[Records contained in a dataset]
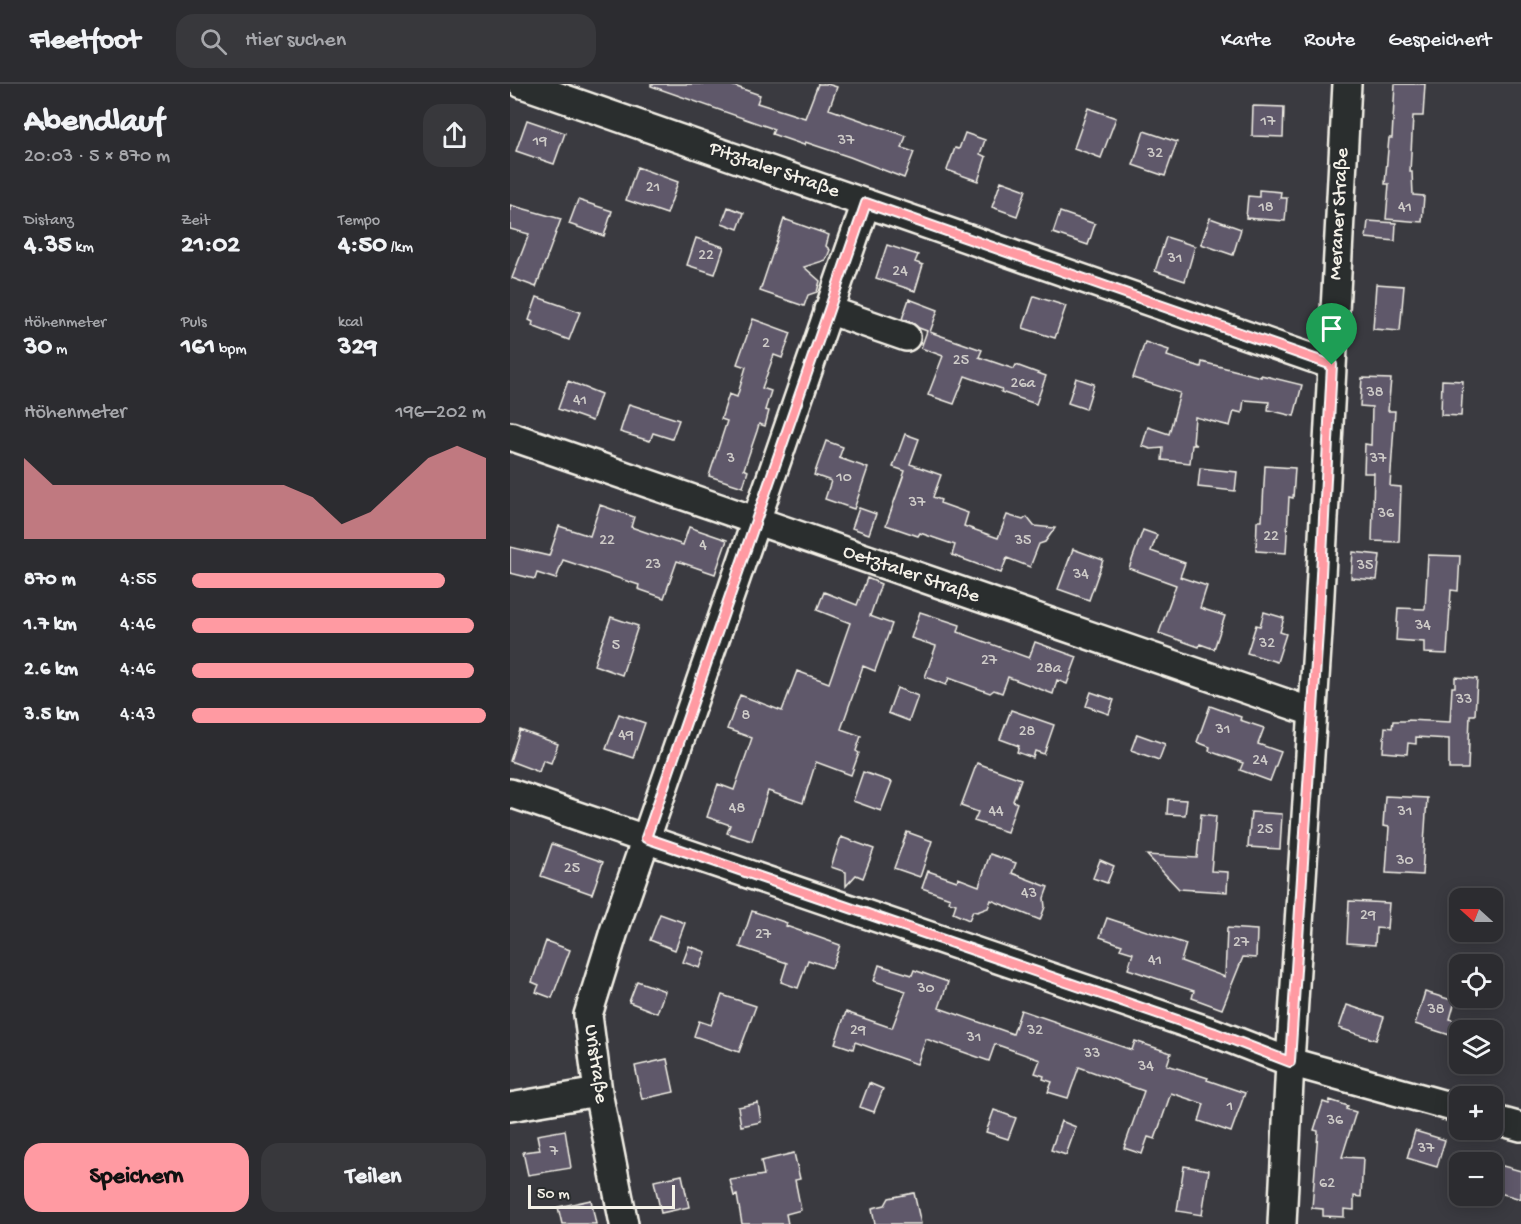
<!DOCTYPE html>
<html lang="de">
<meta charset="utf-8">
<style>
:root{--surface:#2c2c30;--page:#38383c;--text:#f1f3f6;--muted:#a6a7ab;--line:#48484c;--accent:#ff9aa2}
body{margin:0;font-family:"Gochi Hand",sans-serif;background:var(--page);color:var(--text);height:100vh;display:flex;flex-direction:column;font-size:22px;white-space:nowrap}
*{box-sizing:border-box;margin:0}
p{font-size:20px;color:var(--muted)}
.icon{flex:none;width:33px;height:33px;fill:none;stroke:currentColor;stroke-width:2;stroke-linecap:round;stroke-linejoin:round}
.map{position:relative;flex:1;overflow:hidden}
.side{display:flex;flex-direction:column;background:var(--surface);width:510px}
.side>*{flex:none}
.needle{width:39px;rotate:291deg}
.buttons{position:absolute;left:939px;top:804px;display:grid;gap:12px}
.buttons a{display:grid;place-items:center;width:54px;height:54px;border-radius:12px;background:var(--surface);box-shadow:0 3px 15px #0003,0 0 0 2px var(--line);font-size:30px}
.scale{position:absolute;left:18px;bottom:15px;width:147px;box-sizing:border-box;padding-left:6px;border:3px solid #f4f1e8;border-top:0;font-size:16px;line-height:21px;white-space:nowrap;color:#f4f1e8;-webkit-text-stroke:4px #2a2d2e;paint-order:stroke}
.pin{position:absolute;display:grid;place-items:center;width:51px;height:51px;color:#fff;margin:-62px -26px;border-radius:50% 50% 50% 0;rotate:-45deg;box-shadow:0 0 6px #0007}
.pin .icon{rotate:45deg}
.round{display:grid;place-items:center;flex:none;width:63px;height:63px;border-radius:18px;background:var(--page)}
.head{display:flex;align-items:center;justify-content:space-between;height:102px;padding:0 24px}
h1{font-size:33px;font-weight:700;line-height:45px}
.stats{display:grid;grid-template-columns:repeat(3,1fr);gap:9px;height:102px;padding:6px 24px}
.stats div{display:grid;align-content:center}
.stats b{font-size:26px;font-weight:700}
.stats small{font-size:16px;font-weight:400}
.stats p{font-size:16px}
.chart{height:168px;padding:12px 24px}
.chart p{display:flex;justify-content:space-between}
.chart svg{width:100%;height:108px;margin-top:6px;fill:var(--accent);opacity:.7}
.primary-button{display:flex;gap:12px;margin-top:auto;padding:12px 24px}
.primary-button a{flex:1;height:69px;border-radius:18px;background:var(--accent);color:#111;font-size:24px;font-weight:700;line-height:69px;text-align:center}
.primary-button a+a{background:var(--page);color:var(--text)}
ul{padding:0 24px;list-style:none;font-size:20px}
li{display:grid;grid-template-columns:96px 72px 1fr;align-items:center;height:45px}
li i{height:15px;border-radius:8px;background:var(--accent)}
header{display:flex;align-items:center;gap:36px;box-sizing:border-box;height:84px;padding:0 30px;background:var(--surface);border-bottom:2px solid var(--line)}
header strong{font-size:28px}
nav{display:flex;gap:33px;margin-inline-start:auto;font-size:21px}
.search{width:420px;height:54px;background:var(--page);display:flex;align-items:center;gap:15px;box-sizing:border-box;padding:0 21px;border-radius:18px;color:var(--muted);font-size:22px}
main{display:flex;flex:1;min-height:0}
.map>svg:first-child{display:block}
</style>
<header>
<strong>Fleetfoot</strong>
<div class="search"><svg class="icon" aria-label="search" viewBox="0 0 24 24"><circle cx="10" cy="10" r="6"/><path d="M15 15l6 6"/></svg>Hier suchen</div>
<nav><a>Karte</a><a>Route</a><a>Gespeichert</a></nav>
</header>
<main>
<section class="side">
<div class="head"><div><h1>Abendlauf</h1><p>20:03 · 5 × 870 m</p></div><a class="round"><svg class="icon" aria-label="share" viewBox="0 0 24 24"><path d="M12 15V3M7 8l5-5 5 5M5 13v7h14v-7"/></svg></a></div>
<div class="stats">
<div><p>Distanz</p><b>4.35<small> km</small></b></div>
<div><p>Zeit</p><b>21:02</b></div>
<div><p>Tempo</p><b>4:50<small> /km</small></b></div>
</div>
<div class="stats">
<div><p>Höhenmeter</p><b>30<small> m</small></b></div>
<div><p>Puls</p><b>161<small> bpm</small></b></div>
<div><p>kcal</p><b>329</b></div>
</div>
<div class="chart"><p><span>Höhenmeter</span>196–202 m</p>
<svg viewBox="0 0 160 44" preserveAspectRatio="none"><path d="M0 44V11L10 22L20 22L30 22L40 22L50 22L60 22L70 22L80 22L90 22L100 27L110 38L120 33L130 22L140 11L150 6L160 11V44z"/></svg>
</div>
<ul>
<li><b>870 m</b>4:55<i style="width:86%"></i></li>
<li><b>1.7 km</b>4:46<i style="width:96%"></i></li>
<li><b>2.6 km</b>4:46<i style="width:96%"></i></li>
<li><b>3.5 km</b>4:43<i style="width:100%"></i></li>
</ul>
<div class="primary-button"><a>Speichern</a><a>Teilen</a></div>
</section>
<div class="map">
<svg width="1011" height="1140" viewBox="0 0 1011 1140">
<rect width="100%" height="100%" fill="#3a3a40"/>
<filter id="ink" filterUnits="userSpaceOnUse"><feTurbulence type="fractalNoise" baseFrequency=".0167" numOctaves="2"/><feDisplacementMap in="SourceGraphic" scale="12" xChannelSelector="R" yChannelSelector="G"/><feConvolveMatrix kernelMatrix="1 2 1 2 8 2 1 2 1" color-interpolation-filters="sRGB"/></filter>
<g filter="url(#ink)">
<path fill="#5e596a" stroke="#f4f1e8" stroke-width="1.5" d="M141,0H218L250,11L247,19L295,34L308,0H317L327,3L319,25L396,52L392,64L404,68L394,94L340,73L295,58L294,61L262,50L264,45L141,2Z
M885,0H915L913,32H903L900,88H902L903,111L914,112L912,138L876,135L879,100H875L879,54H882Z
M743,22L774,23L773,53L742,52Z
M578,24L606,34L591,74L564,64Z
M17,36L55,49L44,80L6,67Z
M634,47L667,58L655,92L623,81Z
M455,49L475,56L470,70L476,73L468,97L437,86L445,64L449,65Z
M127,83L168,98L157,130L116,116Z
M491,97L516,106L507,132L482,123Z
M749,106L771,108L770,114H777L775,137L736,134L738,112L749,113Z
M68,116L102,127L94,152L59,140Z
M0,121L51,135L26,203L2,194L19,150L0,145Z
M218,123L234,129L228,145L212,139Z
M550,128L585,140L578,161L543,149Z
M700,134L731,145L723,171L691,160Z
M274,135L319,151L316,162L320,166L316,176L294,183L310,197L307,208L298,211L294,222L250,207Z
M858,137L886,139L885,157L856,154Z
M656,153L685,162L675,197L645,187Z
M186,154L214,163L205,190L177,181Z
M377,161L408,171L405,178L413,181L405,207L366,194Z
M866,200L894,202L890,247L863,245Z
M524,212L556,222L545,254L513,244Z
M27,213L70,228L59,256L22,242L23,238L19,236Z
M399,215L428,226L420,248L472,266L469,273L504,285L506,281L536,292L526,320L491,308L492,305L455,292L444,320L418,311L433,272L411,264L417,247L409,244L401,238L392,235Z
M243,235L281,249L272,274L264,271L252,304L261,307L255,326L259,327L255,342L249,340L247,347L234,385L238,387L233,403L199,392L217,337L211,335L219,310L227,313L236,283L227,280Z
M635,258L659,266L657,272L691,283L692,278L751,293V291L792,301L784,332L758,326L759,318L734,316L732,329L724,327L720,342L685,333L683,359L687,361H682L680,379L652,376L653,364L641,365L632,362L638,343L659,350L670,309L623,294Z
M566,294L584,300L576,325L558,319Z
M852,294L881,295L878,327H885L880,402L891,403L889,458L862,457L864,389H854L855,360L861,361L862,323L850,322Z
M932,296L953,297L951,332L931,331Z
M58,297L91,310L82,337L48,325Z
M119,320L169,336L162,355L143,349L140,357L110,348Z
M395,350L409,355L400,380L431,391L423,413L431,416L430,419L458,429L454,442L488,454L497,431L513,436L517,433L524,442L545,444L535,458L529,460L520,483L497,474L491,489L442,471L445,461L410,449L408,452L376,441L395,387L383,383Z
M316,357L333,363L329,374L358,384L344,425L315,415L321,397L304,391Z
M755,382L785,384L783,414L779,413L776,469L746,467L747,437H752Z
M690,384L727,388L725,407L688,403Z
M90,421L124,433L121,443L173,461L179,443L217,456L205,490L167,477L154,514L128,505L129,501L53,476L46,495L27,489L25,495L0,489V463L39,472L49,442L80,452Z
M349,424L366,430L359,450L342,444Z
M633,446L647,451L641,467L675,479L670,493L697,502L690,524L715,532L704,565L690,560L689,563L649,549L666,501L619,484Z
M563,465L593,476L579,516L548,505Z
M843,468L870,471L867,496L841,494Z
M918,471L950,472L948,507L941,506L937,570L914,569V558L886,556L888,524L915,525Z
M357,494L371,500L360,532L382,540L365,587L353,582L331,645L351,652L346,667L349,669L341,691L306,678L293,719L258,707L242,757L217,749L220,741L197,733L208,700L224,706L242,654L217,645L230,611L272,627L287,587L319,599L340,539L307,526L314,508L347,521Z
M410,528L450,541L448,548L519,574L525,558L567,573L557,600L547,596L543,610L498,593L492,609L484,606L480,609L439,594L436,601L415,593L426,562L401,554Z
M754,528L774,534L770,548L776,550L767,578L737,569L746,541L750,542Z
M101,533L128,542L112,591L84,581Z
M945,593L967,595L965,631H960L958,685H939V655L906,653V660L898,659L897,670L873,668L875,643L882,644L883,637H897V636L940,638L942,603H945Z
M387,604L408,612L399,637L378,629Z
M581,608L604,616L599,630L576,622Z
M700,622L731,633L730,636L754,644L748,660L771,668L760,697L730,686L733,679L699,667L700,663L687,658Z
M501,626L544,641L534,670L525,667L523,674L507,668L509,662L490,655Z
M109,630L135,639L123,674L96,665Z
M10,646L48,660L41,679L33,676L29,688L0,677Z
M627,650L655,660L649,676L621,666Z
M467,679L511,695L503,717L507,719L497,748L464,737L468,728L451,722Z
M353,688L382,698L371,727L343,717Z
M875,712L917,714L912,791L876,789L879,743L873,742Z
M658,715L677,716L675,731L657,730Z
M741,728L772,730L770,765L738,763Z
M691,730L706,732L701,787L718,788L717,808L669,805L637,771L687,774Z
M397,748L422,757L410,793L384,784Z
M331,753L364,765L353,794L346,791L336,802V788L321,783Z
M42,760L93,778L82,810L31,792Z
M480,770L506,779L502,789L538,803L534,814L535,823L530,836L481,816L478,824L467,828L463,827L459,836L443,829L446,820L439,818L440,814L412,804L418,787L447,797L448,794L469,802Z
M590,776L604,782L597,799L583,794Z
M839,817L879,819L877,845L866,844L865,861L837,859Z
M242,827L277,839L276,842L330,861L322,884L298,876L288,904L271,898L277,879L230,863Z
M150,830L175,839L165,866L140,856Z
M597,834L676,860L671,877L715,893L717,844L747,846L746,874L733,873L712,925L682,914L684,907L618,885L623,869L610,865L612,861L590,853Z
M36,857L60,866L42,914L26,908L29,901L22,898Z
M179,862L196,868L190,884L173,878Z
M369,881L402,891L404,886L438,898L429,924L503,950L511,926L549,939V941L622,966L625,957L661,969L657,981L698,994L697,996L735,1009L721,1048L689,1037L694,1020L661,1009L645,1055L638,1053L632,1070L614,1064L634,1007L611,999V998L569,983L558,1014L538,1008L542,998L533,995L534,992L525,989L530,976L485,960L479,977L416,955L407,980L345,958L343,965L325,959L336,928L382,944L396,907L364,897Z
M127,897L155,907L147,929L119,918Z
M915,908L945,917L940,935L948,938L943,952L905,940Z
M212,911L246,922L229,968L184,952L189,937L201,941Z
M837,921L874,933L866,956L829,944Z
M157,975L164,1008L132,1015L125,982Z
M359,999L373,1005L364,1028L350,1023Z
M820,1016L838,1022L836,1025L846,1028L832,1073L853,1074L851,1113L844,1112V1126L834,1125V1133L813,1132V1125L802,1124L808,1047L804,1046L813,1018L819,1020Z
M248,1019L251,1038L231,1042L228,1023Z
M484,1026L506,1034L498,1055L476,1048Z
M551,1037L566,1043L556,1071L541,1066Z
M55,1046L61,1084L18,1091L13,1068L30,1066L27,1051Z
M905,1047L935,1056L927,1083L897,1074Z
M284,1069L290,1095L285,1096L291,1126L276,1130L278,1140H232L227,1111L224,1112L220,1096L254,1091L251,1077Z
M982,1079L1011,1087V1115L982,1107Z
M674,1082L699,1086L692,1131L667,1127Z
M172,1091L179,1123L151,1129L144,1097Z
M404,1109L411,1140H365L362,1124L375,1121L379,1114Z
M81,1116L86,1140H52L48,1123Z"/>
<g fill="none" stroke-linecap="round" stroke-linejoin="round">
<g stroke="#f4f1e8" stroke-width="32">
<path id="minor" d="M12,0L822,281
M318,226L396,253
M0,352C266,446 535,535 802,628
M0,709L705,949L780,978L950,1025
M0,1023L88,1008
M982,1035L1011,1043
M114,1140L88,1008L78,931L106,841L356,119
M772,1140L780,978L808,548L837,0"/>
</g>
<use href="#minor" stroke="#2a2d2e" stroke-width="27"/>
</g>
</g>
<g fill="none" stroke-linecap="round" stroke-linejoin="round" filter="url(#ink)">
<g stroke="#fff" stroke-width="12">
<path id="route" d="M356,119L822,281L808,548L780,978L705,949L136,754Z"/>
</g>
<use href="#route" stroke="#ff9aa2" stroke-width="8"/>
</g>
<g text-anchor="middle" dominant-baseline="central" stroke-width="4.5" stroke-linejoin="round" paint-order="stroke">
<g font-size="16" fill="#cecbc8">
<text x="758" y="38">17</text>
<text x="336" y="57">37</text>
<text x="30" y="58">19</text>
<text x="645" y="70">32</text>
<text x="143" y="104">21</text>
<text x="756" y="124">18</text>
<text x="895" y="124">41</text>
<text x="196" y="172">22</text>
<text x="665" y="175">31</text>
<text x="390" y="188">24</text>
<text x="256" y="260">2</text>
<text x="451" y="277">25</text>
<text x="513" y="300">26a</text>
<text x="865" y="309">38</text>
<text x="70" y="317">41</text>
<text x="221" y="375">3</text>
<text x="868" y="375">37</text>
<text x="334" y="394">10</text>
<text x="407" y="419">37</text>
<text x="876" y="430">36</text>
<text x="761" y="453">22</text>
<text x="97" y="457">22</text>
<text x="513" y="457">35</text>
<text x="193" y="462">4</text>
<text x="143" y="481">23</text>
<text x="855" y="482">35</text>
<text x="571" y="491">34</text>
<text x="913" y="542">34</text>
<text x="757" y="560">32</text>
<text x="106" y="562">5</text>
<text x="479" y="577">27</text>
<text x="539" y="585">28a</text>
<text x="954" y="616">33</text>
<text x="236" y="632">8</text>
<text x="713" y="646">31</text>
<text x="517" y="648">28</text>
<text x="116" y="652">49</text>
<text x="750" y="677">24</text>
<text x="227" y="725">48</text>
<text x="486" y="728">44</text>
<text x="895" y="728">31</text>
<text x="755" y="746">25</text>
<text x="895" y="777">30</text>
<text x="62" y="785">25</text>
<text x="519" y="810">43</text>
<text x="858" y="832">29</text>
<text x="253" y="851">27</text>
<text x="731" y="859">27</text>
<text x="645" y="877">41</text>
<text x="416" y="905">30</text>
<text x="926" y="926">38</text>
<text x="348" y="947">29</text>
<text x="525" y="947">32</text>
<text x="464" y="954">31</text>
<text x="582" y="970">33</text>
<text x="636" y="983">34</text>
<text x="720" y="1023">1</text>
<text x="825" y="1037">36</text>
<text x="916" y="1065">37</text>
<text x="44" y="1068">7</text>
<text x="817" y="1100">62</text>
</g>
<g font-size="20" fill="#f4f1e8" stroke="#2a2d2e">
<text transform="translate(264 87) rotate(19)">Pitztaler Straße</text>
<text transform="translate(830 130) rotate(-87)">Meraner Straße</text>
<text transform="translate(401 491) rotate(19)">Oetztaler Straße</text>
<text transform="translate(85 980) rotate(82)">Uristraße</text>
</g>
</g>
</svg>
<div class="buttons">
<a><svg class="needle" viewBox="-14 -14 28 28"><path d="M0-13l5 13h-10z" fill="#e53935"/><path d="M0 13l5-13h-10z" fill="#a6a7ab"/></svg></a>
<a><svg class="icon" aria-label="locate" viewBox="0 0 24 24"><circle cx="12" cy="12" r="6"/><path d="M12 2v4M12 18v4M2 12h4M18 12h4"/></svg></a>
<a><svg class="icon" aria-label="layers" viewBox="0 0 24 24"><path d="M12 4l9 5-9 5-9-5zM3 14l9 5 9-5"/></svg></a>
<a>+</a>
<a>−</a>
</div>
<div class="scale">50 m</div>
<div class="pin" style="left:822px;top:281px;background:#1e9e55"><svg class="icon" aria-label="arrive" viewBox="0 0 24 24"><path d="M6 21V4h12l-3 4 3 4H6"/></svg></div>
</div>
</main>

__Exercise__.
Lines in the data that include the word "translate" should all be copied.

__Finished exercise__.
<text transform="translate(264 87) rotate(19)">Pitztaler Straße</text>
<text transform="translate(830 130) rotate(-87)">Meraner Straße</text>
<text transform="translate(401 491) rotate(19)">Oetztaler Straße</text>
<text transform="translate(85 980) rotate(82)">Uristraße</text>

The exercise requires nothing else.